| 30 May 2024, Thursday |

Top U.S. lawmaker objects to potential F-16 sale to Turkey

According to individuals familiar with the situation, the Biden administration has informed Congress that it is preparing a prospective $20 billion sale of F-16 fighter jets to Turkey. A prominent U.S. member who has long opposed the trade immediately objected to the news.

According to three sources, the State Department informed the Senate and House of Representatives committees in charge of regulating arms sales on Thursday that it intended to move forward with the proposed agreement.

NATO member Turkey requested in October 2021 to buy 40 Lockheed Martin Corp F-16 fighters and nearly 80 modernization kits for its existing warplanes. Technical talks between the two sides recently concluded.

The Biden administration has said it supports the sale and has been in touch for months with Congress on an informal basis to win its approval.
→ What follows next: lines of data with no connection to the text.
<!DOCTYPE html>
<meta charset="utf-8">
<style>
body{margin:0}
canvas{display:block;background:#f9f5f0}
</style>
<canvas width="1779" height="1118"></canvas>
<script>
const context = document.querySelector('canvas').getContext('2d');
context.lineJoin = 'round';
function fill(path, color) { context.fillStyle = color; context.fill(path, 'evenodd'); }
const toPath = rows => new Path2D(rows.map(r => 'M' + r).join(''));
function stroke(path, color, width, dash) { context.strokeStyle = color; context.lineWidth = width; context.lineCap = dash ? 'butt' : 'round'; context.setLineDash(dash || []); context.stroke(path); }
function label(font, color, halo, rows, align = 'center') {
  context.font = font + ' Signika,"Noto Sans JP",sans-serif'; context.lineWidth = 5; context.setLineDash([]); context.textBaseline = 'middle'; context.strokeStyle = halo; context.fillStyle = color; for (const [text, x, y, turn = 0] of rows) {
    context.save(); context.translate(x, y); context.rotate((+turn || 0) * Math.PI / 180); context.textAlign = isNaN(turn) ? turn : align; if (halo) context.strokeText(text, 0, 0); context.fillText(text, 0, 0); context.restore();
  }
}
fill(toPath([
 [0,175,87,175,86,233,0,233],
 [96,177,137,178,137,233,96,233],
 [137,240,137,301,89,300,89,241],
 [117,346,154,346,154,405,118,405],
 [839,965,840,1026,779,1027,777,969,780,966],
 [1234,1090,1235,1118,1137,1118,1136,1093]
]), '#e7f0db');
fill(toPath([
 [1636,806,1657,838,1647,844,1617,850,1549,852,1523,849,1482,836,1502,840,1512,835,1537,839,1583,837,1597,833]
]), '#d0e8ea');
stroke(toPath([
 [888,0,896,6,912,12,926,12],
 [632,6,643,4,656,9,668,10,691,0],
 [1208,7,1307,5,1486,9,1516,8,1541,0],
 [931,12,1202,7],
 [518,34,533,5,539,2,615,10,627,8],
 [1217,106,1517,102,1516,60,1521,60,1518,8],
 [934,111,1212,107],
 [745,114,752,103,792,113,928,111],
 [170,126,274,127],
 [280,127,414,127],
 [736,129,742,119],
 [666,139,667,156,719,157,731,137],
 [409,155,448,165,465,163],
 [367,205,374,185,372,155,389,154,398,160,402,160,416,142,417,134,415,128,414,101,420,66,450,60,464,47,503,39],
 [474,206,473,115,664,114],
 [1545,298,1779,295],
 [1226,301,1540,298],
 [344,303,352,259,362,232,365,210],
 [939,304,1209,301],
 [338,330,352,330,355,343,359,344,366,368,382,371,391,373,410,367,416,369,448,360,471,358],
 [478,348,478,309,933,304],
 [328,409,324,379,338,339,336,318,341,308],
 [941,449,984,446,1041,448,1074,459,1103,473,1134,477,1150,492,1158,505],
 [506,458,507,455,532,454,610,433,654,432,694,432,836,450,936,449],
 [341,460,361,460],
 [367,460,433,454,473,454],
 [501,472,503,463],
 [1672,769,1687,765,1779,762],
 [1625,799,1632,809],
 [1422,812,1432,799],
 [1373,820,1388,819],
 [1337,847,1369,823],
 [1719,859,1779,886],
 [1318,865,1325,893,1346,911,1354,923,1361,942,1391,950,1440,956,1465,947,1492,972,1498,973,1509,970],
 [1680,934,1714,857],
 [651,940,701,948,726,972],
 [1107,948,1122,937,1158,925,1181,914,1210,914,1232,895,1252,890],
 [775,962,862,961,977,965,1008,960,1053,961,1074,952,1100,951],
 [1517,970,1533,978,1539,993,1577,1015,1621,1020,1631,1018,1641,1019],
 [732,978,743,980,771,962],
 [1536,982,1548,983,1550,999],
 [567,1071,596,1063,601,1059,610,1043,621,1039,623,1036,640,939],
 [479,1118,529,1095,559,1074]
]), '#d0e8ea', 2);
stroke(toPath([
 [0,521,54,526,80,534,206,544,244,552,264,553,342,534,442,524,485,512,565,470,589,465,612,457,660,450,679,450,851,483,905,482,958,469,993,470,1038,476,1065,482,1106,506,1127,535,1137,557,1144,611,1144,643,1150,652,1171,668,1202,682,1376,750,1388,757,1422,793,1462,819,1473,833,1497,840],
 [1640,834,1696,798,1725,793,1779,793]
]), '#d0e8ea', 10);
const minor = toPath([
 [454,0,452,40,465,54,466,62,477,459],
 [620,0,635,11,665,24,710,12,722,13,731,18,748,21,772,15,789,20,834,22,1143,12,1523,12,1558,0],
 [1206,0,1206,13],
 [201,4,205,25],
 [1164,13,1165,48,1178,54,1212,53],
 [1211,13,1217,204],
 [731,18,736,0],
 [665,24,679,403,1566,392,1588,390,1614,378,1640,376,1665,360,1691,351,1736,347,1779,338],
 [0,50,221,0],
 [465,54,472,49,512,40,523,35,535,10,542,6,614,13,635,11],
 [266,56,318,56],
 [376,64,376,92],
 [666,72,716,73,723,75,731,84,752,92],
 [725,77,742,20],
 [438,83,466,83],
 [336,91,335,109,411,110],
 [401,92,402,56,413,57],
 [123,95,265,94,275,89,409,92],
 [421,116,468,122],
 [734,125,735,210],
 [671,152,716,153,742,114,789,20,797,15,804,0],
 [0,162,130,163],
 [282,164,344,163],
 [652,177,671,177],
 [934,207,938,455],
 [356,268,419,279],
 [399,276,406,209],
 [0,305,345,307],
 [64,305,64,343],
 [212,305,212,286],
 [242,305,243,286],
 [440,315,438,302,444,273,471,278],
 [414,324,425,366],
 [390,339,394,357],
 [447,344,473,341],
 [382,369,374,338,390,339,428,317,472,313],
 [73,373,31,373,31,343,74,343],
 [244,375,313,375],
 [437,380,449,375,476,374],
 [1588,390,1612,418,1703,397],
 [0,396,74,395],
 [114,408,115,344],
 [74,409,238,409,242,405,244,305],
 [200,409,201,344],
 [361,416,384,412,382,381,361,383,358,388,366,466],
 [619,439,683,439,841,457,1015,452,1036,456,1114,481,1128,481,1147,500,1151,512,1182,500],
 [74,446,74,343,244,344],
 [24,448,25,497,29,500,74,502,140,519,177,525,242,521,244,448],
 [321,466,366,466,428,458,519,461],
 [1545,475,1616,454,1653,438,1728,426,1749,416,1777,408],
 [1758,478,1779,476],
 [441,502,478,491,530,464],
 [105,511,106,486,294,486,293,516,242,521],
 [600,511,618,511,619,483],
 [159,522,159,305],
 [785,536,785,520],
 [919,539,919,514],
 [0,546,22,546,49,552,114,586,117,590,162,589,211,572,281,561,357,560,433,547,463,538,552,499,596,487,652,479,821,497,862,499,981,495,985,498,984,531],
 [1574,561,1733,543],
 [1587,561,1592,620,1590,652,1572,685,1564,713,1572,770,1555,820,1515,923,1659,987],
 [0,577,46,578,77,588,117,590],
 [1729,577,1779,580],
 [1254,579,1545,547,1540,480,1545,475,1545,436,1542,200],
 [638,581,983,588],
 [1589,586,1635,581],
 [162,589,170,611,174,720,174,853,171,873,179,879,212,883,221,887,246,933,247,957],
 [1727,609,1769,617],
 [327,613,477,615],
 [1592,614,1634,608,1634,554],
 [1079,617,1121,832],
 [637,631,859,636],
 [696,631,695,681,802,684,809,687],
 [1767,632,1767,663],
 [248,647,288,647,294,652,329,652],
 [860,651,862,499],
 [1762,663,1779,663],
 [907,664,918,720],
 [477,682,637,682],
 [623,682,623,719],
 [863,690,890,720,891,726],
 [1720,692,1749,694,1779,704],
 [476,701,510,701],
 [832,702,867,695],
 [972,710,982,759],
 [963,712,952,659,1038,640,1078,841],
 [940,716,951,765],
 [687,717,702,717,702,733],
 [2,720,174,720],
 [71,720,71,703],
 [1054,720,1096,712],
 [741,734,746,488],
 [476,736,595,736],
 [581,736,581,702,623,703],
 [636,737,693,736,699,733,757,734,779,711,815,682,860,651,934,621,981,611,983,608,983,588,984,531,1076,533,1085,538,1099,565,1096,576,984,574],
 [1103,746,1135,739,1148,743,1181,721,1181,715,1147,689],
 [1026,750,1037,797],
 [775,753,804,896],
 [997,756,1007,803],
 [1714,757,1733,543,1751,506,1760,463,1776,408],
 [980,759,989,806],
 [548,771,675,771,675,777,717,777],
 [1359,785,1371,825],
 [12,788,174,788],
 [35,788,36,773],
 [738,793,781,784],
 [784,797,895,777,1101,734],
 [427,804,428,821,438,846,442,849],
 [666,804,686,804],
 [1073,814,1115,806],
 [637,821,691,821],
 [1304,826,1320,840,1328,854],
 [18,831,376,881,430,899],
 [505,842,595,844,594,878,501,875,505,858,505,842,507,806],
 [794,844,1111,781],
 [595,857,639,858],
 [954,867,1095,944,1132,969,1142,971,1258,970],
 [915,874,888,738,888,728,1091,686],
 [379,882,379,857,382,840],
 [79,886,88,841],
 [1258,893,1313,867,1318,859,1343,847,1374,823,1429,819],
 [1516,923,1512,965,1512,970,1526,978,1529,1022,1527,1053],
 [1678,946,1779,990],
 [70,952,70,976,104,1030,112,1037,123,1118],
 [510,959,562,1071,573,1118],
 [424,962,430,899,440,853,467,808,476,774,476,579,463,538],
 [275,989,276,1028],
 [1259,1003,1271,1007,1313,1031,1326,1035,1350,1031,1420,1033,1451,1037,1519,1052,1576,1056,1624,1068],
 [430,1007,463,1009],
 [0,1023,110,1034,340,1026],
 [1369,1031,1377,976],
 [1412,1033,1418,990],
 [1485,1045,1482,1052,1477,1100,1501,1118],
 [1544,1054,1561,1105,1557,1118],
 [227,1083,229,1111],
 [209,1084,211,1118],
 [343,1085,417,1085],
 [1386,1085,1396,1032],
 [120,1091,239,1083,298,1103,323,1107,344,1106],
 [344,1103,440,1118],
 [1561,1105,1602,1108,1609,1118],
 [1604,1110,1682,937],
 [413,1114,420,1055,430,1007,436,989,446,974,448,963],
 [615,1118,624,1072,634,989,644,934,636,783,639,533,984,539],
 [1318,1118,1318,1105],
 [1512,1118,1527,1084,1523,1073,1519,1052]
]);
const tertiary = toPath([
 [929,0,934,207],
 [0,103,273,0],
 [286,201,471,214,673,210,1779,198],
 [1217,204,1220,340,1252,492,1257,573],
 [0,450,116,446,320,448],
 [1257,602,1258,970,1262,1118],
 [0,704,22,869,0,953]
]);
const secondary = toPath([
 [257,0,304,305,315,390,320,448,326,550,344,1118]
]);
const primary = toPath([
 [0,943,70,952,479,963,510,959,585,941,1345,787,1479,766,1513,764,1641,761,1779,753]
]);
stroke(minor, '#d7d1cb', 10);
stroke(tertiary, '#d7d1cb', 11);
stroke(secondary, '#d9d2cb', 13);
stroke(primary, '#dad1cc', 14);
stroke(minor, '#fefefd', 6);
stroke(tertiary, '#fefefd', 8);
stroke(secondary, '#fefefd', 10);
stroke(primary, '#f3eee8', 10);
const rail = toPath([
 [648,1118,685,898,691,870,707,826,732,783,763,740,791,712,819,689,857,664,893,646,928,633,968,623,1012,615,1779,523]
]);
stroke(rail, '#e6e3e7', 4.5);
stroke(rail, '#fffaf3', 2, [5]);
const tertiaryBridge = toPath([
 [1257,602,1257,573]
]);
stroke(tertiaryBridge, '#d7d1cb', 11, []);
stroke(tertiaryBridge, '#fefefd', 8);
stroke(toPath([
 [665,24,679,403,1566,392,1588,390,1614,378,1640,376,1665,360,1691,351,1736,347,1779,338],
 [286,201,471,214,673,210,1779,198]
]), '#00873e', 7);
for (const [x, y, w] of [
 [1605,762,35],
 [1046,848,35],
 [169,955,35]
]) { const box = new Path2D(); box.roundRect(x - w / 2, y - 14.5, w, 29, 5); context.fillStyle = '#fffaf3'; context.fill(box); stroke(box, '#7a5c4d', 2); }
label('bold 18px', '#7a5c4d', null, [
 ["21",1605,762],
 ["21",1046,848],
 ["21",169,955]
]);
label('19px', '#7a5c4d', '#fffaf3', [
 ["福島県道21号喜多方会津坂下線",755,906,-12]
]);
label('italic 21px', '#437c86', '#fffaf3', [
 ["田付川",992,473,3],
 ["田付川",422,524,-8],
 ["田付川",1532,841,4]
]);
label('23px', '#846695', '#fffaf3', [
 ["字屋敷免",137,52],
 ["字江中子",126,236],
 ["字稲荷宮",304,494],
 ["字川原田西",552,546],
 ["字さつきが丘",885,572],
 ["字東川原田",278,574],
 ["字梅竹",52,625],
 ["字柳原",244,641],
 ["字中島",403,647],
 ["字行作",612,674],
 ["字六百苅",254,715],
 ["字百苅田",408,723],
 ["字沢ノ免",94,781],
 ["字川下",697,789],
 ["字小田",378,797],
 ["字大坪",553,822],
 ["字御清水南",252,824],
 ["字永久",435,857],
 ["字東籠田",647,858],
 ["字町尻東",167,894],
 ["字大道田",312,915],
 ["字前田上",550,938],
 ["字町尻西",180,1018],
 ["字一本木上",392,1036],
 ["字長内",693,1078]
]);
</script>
However, it has failed so far to secure a green light.

“As I have repeatedly made clear, I strongly oppose the Biden administration’s proposed sale of new F-16 aircraft to Turkey,” Senator Bob Menendez, Democratic chairman of the Senate Foreign Relations Committee, said in a statement.

While the sale is still in the informal review process, Congress is also unlikely to approve the sale as long as Turkey refuses to proceed with the ratification of Sweden and Finland’s NATO membership.

In reaction to Russia’s invasion of Ukraine, the two countries renounced their decades-long neutrality last May and asked to join NATO. Turkey opposed and said the countries were harboring militants, including members of the banned Kurdistan Workers’ Party (PKK), and demanded action.

Ibrahim Kalin, the main foreign policy advisor and spokesperson for Turkish President Tayyip Erdogan, claimed that Washington’s demands for the fighter aircraft delivery were “endless” during a press conference on Saturday.

“That’s not a fair game,” Kalin added, “if they keep pushing Turkey in different areas with F-16 (and) F-35 penalties, and when Turkey reacts, they blame Turkey again.” “They seem to have an infinite list of expectations. Something is always there.”